First I apologize in advance for typos and other errors, I am at the barn typing on a phone with a keyboard made for fairies lol

Some of you may know my wonderful mare Tyranna fell in a hole in a swamp at my mom's and was trapped. Well I hired a crane and operator and got her out. Thankfully no injuries other than a scrape on her shoulder and grievous harm to my checkbook for removal of pony, vet and trainer and other assorted expenses. Well I hauled her back to my barn and had trainer caring for her and another vet visit determined she has gone blind in one eye.
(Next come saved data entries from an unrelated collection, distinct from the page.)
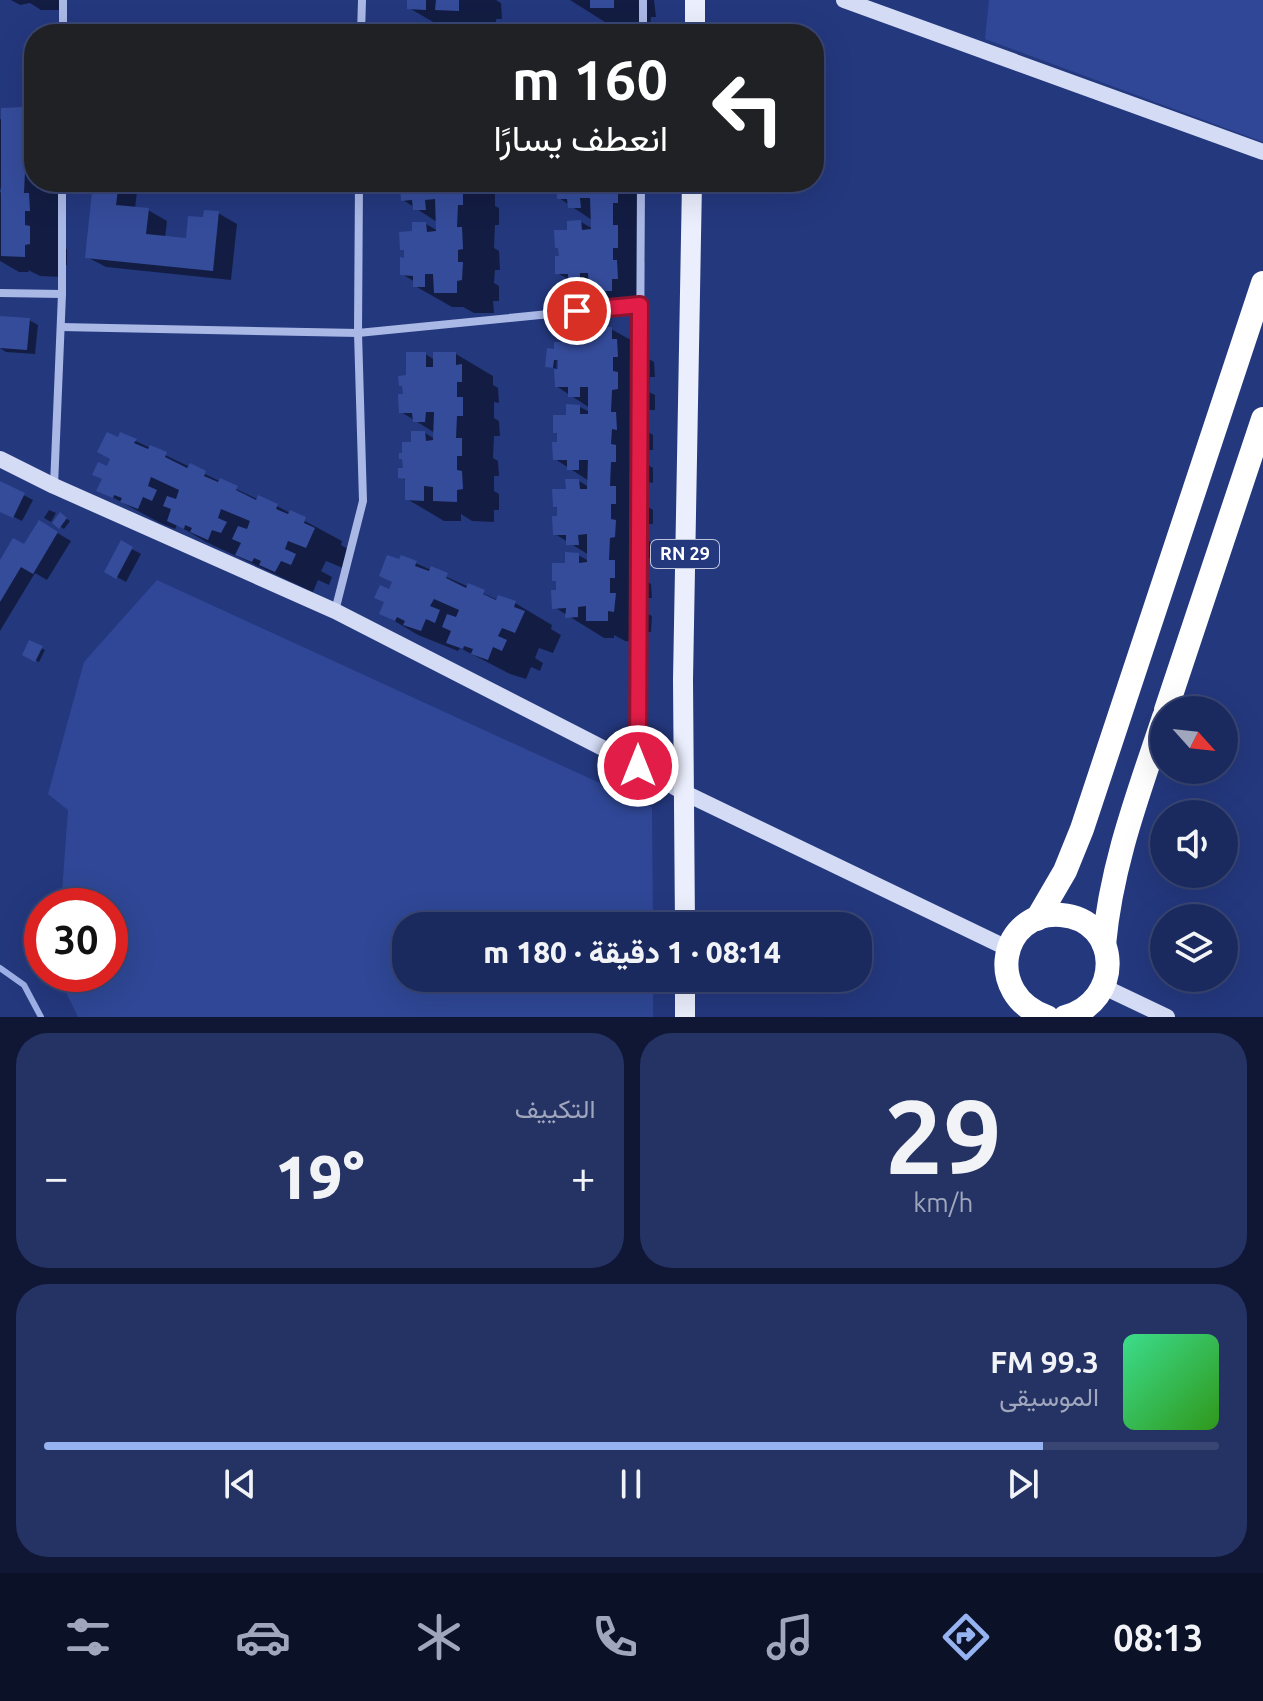 <!DOCTYPE html>
<html lang="ar">
<meta charset="utf-8">
<style>
body{margin:0;font-family:Ubuntu,Vazirmatn,sans-serif;background:#243264;color:#f1f3f6;direction:rtl;height:100vh;display:flex;flex-direction:column;font-size:30px;white-space:nowrap}
*{box-sizing:border-box;margin:0}
p{font-size:26px;color:#a0a7bc}
.icon{flex:none;width:44px;height:44px;fill:none;stroke:currentColor;stroke-width:2;stroke-linecap:round;stroke-linejoin:round}
.map{position:relative;height:1017px;overflow:hidden;direction:ltr}
.drawer{display:flex;flex-direction:column;gap:16px;padding:16px;background:#0f1734;flex:1}
.drawer>*{flex:none}
.top-card{position:absolute;left:24px;top:24px;width:800px;height:168px;border-radius:32px;box-shadow:0 8px 32px #0002,0 0 0 2px #394673;direction:rtl;background:#202124;color:#fff;overflow:hidden}
.needle{width:52px;rotate:117deg}
.controls{position:absolute;left:1150px;top:696px;display:grid;gap:16px}
.controls a{display:grid;place-items:center;width:88px;height:88px;border-radius:50%;background:#1b2a5e;box-shadow:0 8px 32px #0002,0 0 0 2px #394673;font-size:40px}
.speed{position:absolute;left:24px;top:888px;display:flex;gap:16px;font-size:40px;font-weight:700;text-align:center}
.speed>*{display:grid;place-content:center;width:104px;height:104px;border-radius:50%;background:#1b2a5e;box-shadow:0 8px 32px #0002,0 0 0 2px #394673;line-height:1}
.speed .limit{border:12px solid #d22;background:#fff;color:#111}
.pin{position:absolute;display:grid;place-items:center;width:68px;height:68px;color:#fff;margin:-34px;border:4px solid #fff;border-radius:50%;box-shadow:0 2px 8px #0007}
.me{position:absolute;width:88px;margin:-44px;rotate:0deg;stroke-linejoin:round;filter:drop-shadow(0 0 6px #0008)}
.turn{display:flex;align-items:center;gap:28px;height:168px;padding:0 24px;font-size:36px}
.turn .icon{width:104px;height:104px;stroke-width:2.5}
.turn b{display:block;font-size:56px;line-height:68px}
.big{font-size:60px;font-weight:800;line-height:1.1}
.drawer .widget{flex:1;display:flex;flex-direction:column;justify-content:center;gap:12px;min-width:0;padding:0 28px;border-radius:32px;background:#243264}
.drawer .dial{align-items:center;gap:0}
.dial b{font-size:104px;line-height:1}
.song{display:flex;align-items:center;gap:24px}
.cover{width:96px;height:96px;border-radius:12px;background:linear-gradient(135deg,hsl(150 70% 55%),hsl(110 70% 35%))}
.played{height:8px;border-radius:4px;background:linear-gradient(90deg,#95b2f1 85%,#394673 85%)}
.keys{display:flex;justify-content:space-around;direction:ltr}
.heat{display:flex;justify-content:space-between;align-items:center;font-size:44px;direction:ltr}
.drawer .tiles{flex:1;display:grid;gap:16px;grid-template-columns:1fr 1fr}
.widget:last-child{grid-column:span 2}
.trip{position:absolute;left:392px;top:912px;width:480px;height:80px;border-radius:32px;background:#1b2a5e;box-shadow:0 8px 32px #0002,0 0 0 2px #394673;font-weight:800;line-height:80px;text-align:center;direction:rtl}
.menu{display:flex;height:128px;justify-content:space-around;align-items:center;background:#0b1126;color:#a0a7bc}
.menu .icon{width:56px;height:56px}
.menu .on{color:#95b2f1}
.menu b{font-size:36px;color:#f1f3f6}
.map>svg:first-child{display:block}
.green{fill:#2f4796}
.shadow{fill:#0007;fill-rule:evenodd}
.lines{fill:none;stroke-linecap:round;stroke-linejoin:round}
.stream{stroke:#9eb0e7;stroke-width:6}
.building{fill:#354c9b}
.street{stroke:#aab8e6;stroke-width:8}
.secondary{stroke:#d3dbf5;stroke-width:16}
.primary{stroke:#ebeefd;stroke-width:20}
.highway{stroke:#fff;stroke-width:24}
.route-casing{stroke:#92132f;stroke-width:20}
.route{stroke:#e11d48;stroke-width:14}
.labels{text-anchor:middle;stroke-width:8;stroke-linejoin:round;paint-order:stroke}
.shield{fill:#24387e;stroke:#bdc3d8;stroke-width:2}
.shield-label{font-size:18px;font-weight:bold;fill:#fff}
</style>
<div class="map">
<svg width="1263" height="1017" viewBox="0 0 1263 1017">
<rect width="100%" height="100%" fill="#24387e"/>
<g class="green">
<polygon points="989,0 1263,0 1263,142 985,39"/>
<polygon points="157,580 652,807 653,926 406,926 406,978 653,978 653,1017 78,1017 57,974 110,974 110,906 61,906 68,810 48,794 84,662"/>
</g>
<g class="shadow">
<polygon points="11,0 63,0 63,10 41,10 30,3 20,5"/>
<polygon points="409,0 496,0 501,3 502,19 496,19 496,31 475,30 463,24 463,30 447,30 409,8"/>
<polygon points="570,0 654,0 656,17 651,17 650,29 629,28 617,22 617,24 608,24"/>
<polygon points="23,109 34,116 34,182 67,182 67,191 62,192 61,213 66,216 66,231 61,231 61,246 67,249 67,265 62,265 61,277 40,276 28,270 29,272 19,272 0,261 0,192 3,194 0,188 0,119 3,120"/>
<polygon points="95,182 138,182 135,209 148,210 167,221 165,238 188,240 205,220 218,213 237,224 231,280 106,267 87,257"/>
<polygon points="407,182 499,182 499,191 495,190 495,206 499,208 499,225 495,225 494,248 499,251 500,270 495,270 494,283 499,286 499,301 493,301 494,313 474,313 463,307 452,307 415,286 415,282 402,274 406,260 406,251 402,249 414,233 426,224 438,231 437,222 403,200"/>
<polygon points="558,182 644,182 645,262 640,262 639,306 619,306 608,299 597,299 570,284 570,280 557,273 569,231 581,222 593,229 592,220 559,198"/>
<polygon points="0,318 29,320 38,325 35,354 6,352 0,348"/>
<path d="M611 329 649 350V359L654 362 655 377H650L649 392 655 395V410H649L648 432 653 435V450H649L648 465 653 468V483L648 482 647 506 653 510V524H648L647 540 652 543V558H647L646 581 651 584 652 598H647L646 613 652 616 651 632H645V642L625 641 614 635V638H604L554 607 567 565 578 555 589 561V555L555 534 559 518V509L555 506 579 481 589 487V481L555 459 568 417 580 407 590 412V408L556 386 555 368H551L556 351 581 334 591 340ZM557 356H560V370L556 371Z"/>
<polygon points="425,354 435,360 456,354 493,376 493,385 498,388 499,403 494,402 494,418 499,421 500,436 494,436 493,458 498,461 499,476 494,476 494,491 499,494 499,510 494,510 494,522 472,521 461,514 461,521 444,521 407,499 407,481 400,477 405,470 404,454 425,433 435,439 435,433 401,412 408,377"/>
<polygon points="121,434 257,499 277,506 342,541 341,545 351,551 343,568 326,561 321,571 332,577 329,585 318,580 313,592 206,542 177,525 175,529 160,523 99,490"/>
<polygon points="0,483 33,500 22,521 0,510"/>
<polygon points="49,510 56,513 51,522 44,518"/>
<polygon points="61,515 70,521 64,529 55,523"/>
<polygon points="39,522 71,541 47,580 35,573 0,631 0,564 25,547"/>
<polygon points="121,543 141,554 126,582 106,571"/>
<polygon points="402,557 498,600 515,603 552,625 551,629 561,635 553,653 539,648 535,658 543,663 540,671 531,667 526,679 510,674 460,648 458,651 418,635 381,613"/>
<polygon points="30,642 45,650 39,662 24,655"/>
</g>
<g class="lines">
<polyline class="stream" points="0,968 24,985 41,1017"/>
</g>
<g class="building">
<polygon points="407,0 426,0 426,10 407,9"/>
<polygon points="436,0 459,0 459,11 435,10"/>
<rect x="590" y="0" width="24" height="8"/>
<polygon points="24,107 24,120 29,119 30,138 25,137 25,152 30,152 30,171 25,171 24,193 29,193 30,211 25,211 25,225 30,226 30,244 25,245 25,257 1,256 1,108"/>
<polygon points="93,182 119,182 116,205 149,208 146,234 186,238 188,216 203,217 204,210 219,211 213,271 85,258"/>
<polygon points="400,182 458,182 458,185 463,185 463,205 458,205 457,227 462,227 463,249 458,250 458,262 463,262 462,280 457,281 457,293 434,293 433,274 425,274 425,287 413,287 413,276 400,275 400,257 404,258 404,250 400,250 399,232 412,231 412,222 426,222 427,232 436,231 435,199 425,200 426,210 413,210 412,200 401,201"/>
<polygon points="556,182 618,183 618,203 613,203 613,225 618,225 618,248 613,248 613,260 617,260 618,279 612,279 612,291 589,291 588,273 580,273 580,285 568,285 568,274 555,274 555,256 559,256 558,248 555,248 554,230 567,230 567,221 581,220 582,230 591,229 590,198 580,198 581,208 568,208 567,199 557,199"/>
<polygon points="0,316 30,318 27,350 0,348"/>
<polygon points="589,327 612,327 612,339 617,339 618,357 613,357 613,371 618,372 618,389 612,390 611,412 616,412 617,430 612,429 611,444 616,445 616,462 611,462 610,486 616,486 616,504 611,504 611,519 616,520 615,537 610,538 609,560 615,560 615,578 610,578 610,593 616,593 614,612 608,611 608,621 586,621 586,606 578,607 578,617 565,618 566,608 552,609 551,590 556,590 556,581 552,581 552,563 565,563 565,552 579,553 579,563 587,562 587,534 578,535 579,545 566,545 566,535 553,535 552,516 557,516 557,507 553,507 552,489 566,489 565,479 579,479 580,489 587,489 588,460 579,460 579,470 567,470 567,460 553,460 552,442 557,442 557,433 553,433 553,415 566,415 566,404 580,405 580,414 588,414 588,387 580,387 580,397 568,397 568,387 555,387 554,369 558,369 558,360 554,360 553,368 545,367 547,348 554,349 554,342 567,342 567,332 581,332 581,342 589,341"/>
<polygon points="406,352 426,352 426,367 433,367 433,352 456,352 456,365 462,364 462,382 457,382 457,397 463,397 463,416 457,416 456,438 462,438 462,456 457,456 457,470 462,471 463,489 457,490 457,502 433,501 433,487 424,486 424,501 405,500 405,479 398,478 398,468 403,468 402,459 399,459 399,453 402,453 402,442 411,442 411,431 425,431 426,441 433,440 434,412 426,412 425,422 413,422 412,413 399,413 398,394 403,394 402,386 399,386 398,376 406,375"/>
<polygon points="107,432 118,437 120,432 137,439 134,443 148,449 150,445 167,452 165,457 187,468 190,463 206,471 204,476 218,482 220,478 238,486 236,490 256,500 258,495 278,504 276,509 288,514 290,510 306,517 304,523 315,528 306,548 288,541 285,549 296,554 291,565 281,561 275,572 259,565 261,561 254,558 252,562 235,555 241,543 232,539 238,526 247,529 250,521 221,509 218,518 227,522 221,533 212,530 208,540 190,532 192,528 185,525 184,529 167,521 171,509 163,506 167,496 176,499 179,490 151,477 148,486 157,490 152,501 143,497 138,509 120,502 122,498 114,495 113,498 96,491 102,479 92,475 98,462 107,466 110,459 97,452"/>
<polygon points="0,481 25,493 13,518 0,512"/>
<polygon points="60,512 67,518 59,529 52,523"/>
<polygon points="39,520 58,532 33,574 21,567 0,602 0,560 13,538 24,544"/>
<polygon points="121,540 133,547 116,579 104,572"/>
<polygon points="387,555 399,559 401,555 417,561 415,566 429,571 431,566 448,573 446,578 466,588 468,583 485,590 483,594 496,600 498,595 516,601 514,607 525,611 515,633 502,628 498,636 507,640 502,651 493,647 488,660 471,654 473,649 464,646 463,649 446,643 451,631 442,627 447,614 456,617 459,610 434,599 430,606 440,610 435,623 426,619 421,631 403,625 405,621 397,617 395,621 379,614 384,602 374,598 380,585 389,589 392,582 379,576"/>
<polygon points="29,640 43,646 35,662 22,655"/>
</g>
<g class="lines">
<g class="street">
<polyline points="63,32 362,34"/>
<polyline points="63,34 63,0"/>
<polyline points="361,34 362,0"/>
<polyline points="643,34 643,0"/>
<polyline points="0,293 62,294"/>
<polyline points="61,327 358,333 640,305"/>
<polyline points="54,486 62,294 62,182"/>
<polyline points="335,611 363,501 358,333 359,182"/>
<polyline points="638,765 641,182"/>
</g>
<g class="secondary">
<polyline points="844,0 1263,152"/>
<polyline points="0,459 54,486 335,611 638,766 685,793 1009,949"/>
<polyline points="1104,987 1167,1017"/>
</g>
<g class="primary">
<polyline points="695,34 695,0"/>
<polyline points="685,926 683,680 692,182"/>
<polyline points="685,978 685,1017"/>
</g>
<g class="highway">
<polyline points="1166,710 1263,419"/>
<polyline points="1037,919 1065,871 1082,829 1263,283"/>
<path d="M1104 945C1111 865 1139 792 1164 717"/>
<path d="M1047 1017C983 995 1000 910 1061 915 1122 920 1123 1002 1065 1017"/>
</g>
</g>
<g class="lines">
<g class="route-casing">
<polyline id="route" points="577,311 640,305 638,766"/>
</g>
<use href="#route" class="route"/>
</g>
<g class="labels">
<rect class="shield" x="651" y="540" width="68" height="28" rx="6"/>
<g class="shield-label">
<text x="685" y="560">RN 29</text>
</g>
</g>
</svg>
<div class="controls">
<a><svg class="needle" viewBox="-14 -14 28 28"><path d="M0-13l5 13h-10z" fill="#e53935"/><path d="M0 13l5-13h-10z" fill="#a0a7bc"/></svg></a>
<a><svg class="icon" aria-label="sound" viewBox="0 0 24 24"><path d="M4 9h4l5-4v14l-5-4H4zM17 9q2 3 0 6"/></svg></a>
<a><svg class="icon" aria-label="layers" viewBox="0 0 24 24"><path d="M12 4l9 5-9 5-9-5zM3 14l9 5 9-5"/></svg></a>
</div>
<div class="speed"><div class="limit">30</div></div>
<div class="pin" style="left:577px;top:311px;background:#d93025"><svg class="icon" aria-label="arrive" viewBox="0 0 24 24"><path d="M6 21V4h12l-3 4 3 4H6"/></svg></div>
<svg class="me" style="left:638px;top:766px" viewBox="-20 -20 40 40"><circle r="17" fill="#e11d48" stroke="#fff" stroke-width="3"/><path d="M0-11L8 9 0 5-8 9z" fill="#fff"/></svg>
<div class="trip">08:14 · 1 دقيقة · 180 m</div>
<div class="top-card">
<div class="turn"><svg class="icon" aria-label="left" viewBox="0 0 24 24"><path d="M17 20v-9H6M10 6l-5 5 5 5"/></svg><div><b>160 m</b>انعطف يسارًا</div></div>
</div>
</div>
<section class="drawer">
<div class="tiles">
<div class="widget dial"><b>29</b><p>km/h</p></div>
<div class="widget"><p>التكييف</p>
<div class="heat"><a>−</a><b class="big">19°</b><a>+</a></div>
</div>
<div class="widget">
<div class="song"><i class="cover"></i><div><b>99.3 FM</b><p>الموسيقى</p></div></div>
<div class="played"></div>
<div class="keys"><svg class="icon" aria-label="previous" viewBox="0 0 24 24"><path d="M18 5L8 12l10 7zM5 5v14"/></svg><svg class="icon" aria-label="pause" viewBox="0 0 24 24"><path d="M8 5v14M16 5v14"/></svg><svg class="icon" aria-label="next" viewBox="0 0 24 24"><path d="M6 5l10 7-10 7zM19 5v14"/></svg></div>
</div>
</div>
</section>
<nav class="menu">
<b>08:13</b>
<svg class="icon on" aria-label="directions" viewBox="0 0 24 24"><path d="M12 3l9 9-9 9-9-9zM9 14v-3h6M13 9l2 2-2 2"/></svg>
<svg class="icon" aria-label="music" viewBox="0 0 24 24"><path d="M9 18V5l10-2v13"/><circle cx="6" cy="18" r="3"/><circle cx="16" cy="16" r="3"/></svg>
<svg class="icon" aria-label="phone" viewBox="0 0 24 24"><path d="M5 4h4l2 5-3 2q2 4 5 5l2-3 5 2v4C11 20 4 13 5 4z"/></svg>
<svg class="icon" aria-label="climate" viewBox="0 0 24 24"><path d="M12 3v18M4 7l16 10M4 17L20 7"/></svg>
<svg class="icon" aria-label="car" viewBox="0 0 24 24"><path d="M5 17H2v-5l4-1 3-4h7l3 4 3 1v5h-3M9 17h6M6 11h13"/><circle cx="7" cy="17" r="2"/><circle cx="17" cy="17" r="2"/></svg>
<svg class="icon" aria-label="filters" viewBox="0 0 24 24"><path d="M4 7h16M4 17h16"/><circle cx="9" cy="7" r="2"/><circle cx="15" cy="17" r="2"/></svg>
</nav>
Suspect uveitus and so my wonderful DH told me to move her to a boarding barn near our house in huntsville. I had held off moving her as board up there is 500 a month for a good barn that wasn't an hour away. Something I could not pay due to son in college. Sigh

Went to see barn and it is very nice with good staff and safe fencing and lots of turnout, an indoor and two outdoors and vets on call. Nice hands on owner. So we told them we would move on the 4th of feb as they only had one stall coming open this week. That was last sunday. Last tuesday I get a call and tyr has stuck something up in her front hoof and is dead lame. Vet comes and digs around and releases a lot of infection and wraps hoof. Trainer is now soaking and wrapping. Vet comes back this coming wednesday to check her again. Tyr has been laying down since it happened unless made to get up. I drove over after work on thrusday, 5 hour drive, and she was just pitiful laying down but did nicker at me. Friday I got her up and fussed over her and she laid back down and was down all night till sat morning. I made her get up againa d fussed over her and encouraged her to walk outside. Trainer came and we soaked her hoof in hot water and epsom salt and I gave her the meds and spent the rest of today checking on her and just talking to her. Trainer said it is the first day she stayed up for longer than it took to vet her and clean her stall.

Tomorrow I have to go back to huntsville for work on monday. Trainer is doing all he can but he is only out a couple of times a day. I am worried that she will begin to lay down again without someone here to keep her interested in things. She has lost weight and has bedsores from laying down so long. She is in a matted stall with thick bedding but she is a bony sort of horse and where she laid on her hip and hock is now open and oozing. 

I want to haul her next sat to the stable but am worried about her traveling that far. I am worried about her staying here. The new barn is five minutes from my house and has full time staff from 5 am to 8 pm so she could be seen all day long. 

What would you do? I am in no way implying my trainer is not caring for her as he has been wonderful. I just think she needs more round the clock watching out for as she adjusts to her blindness and recovers from her hoof injury.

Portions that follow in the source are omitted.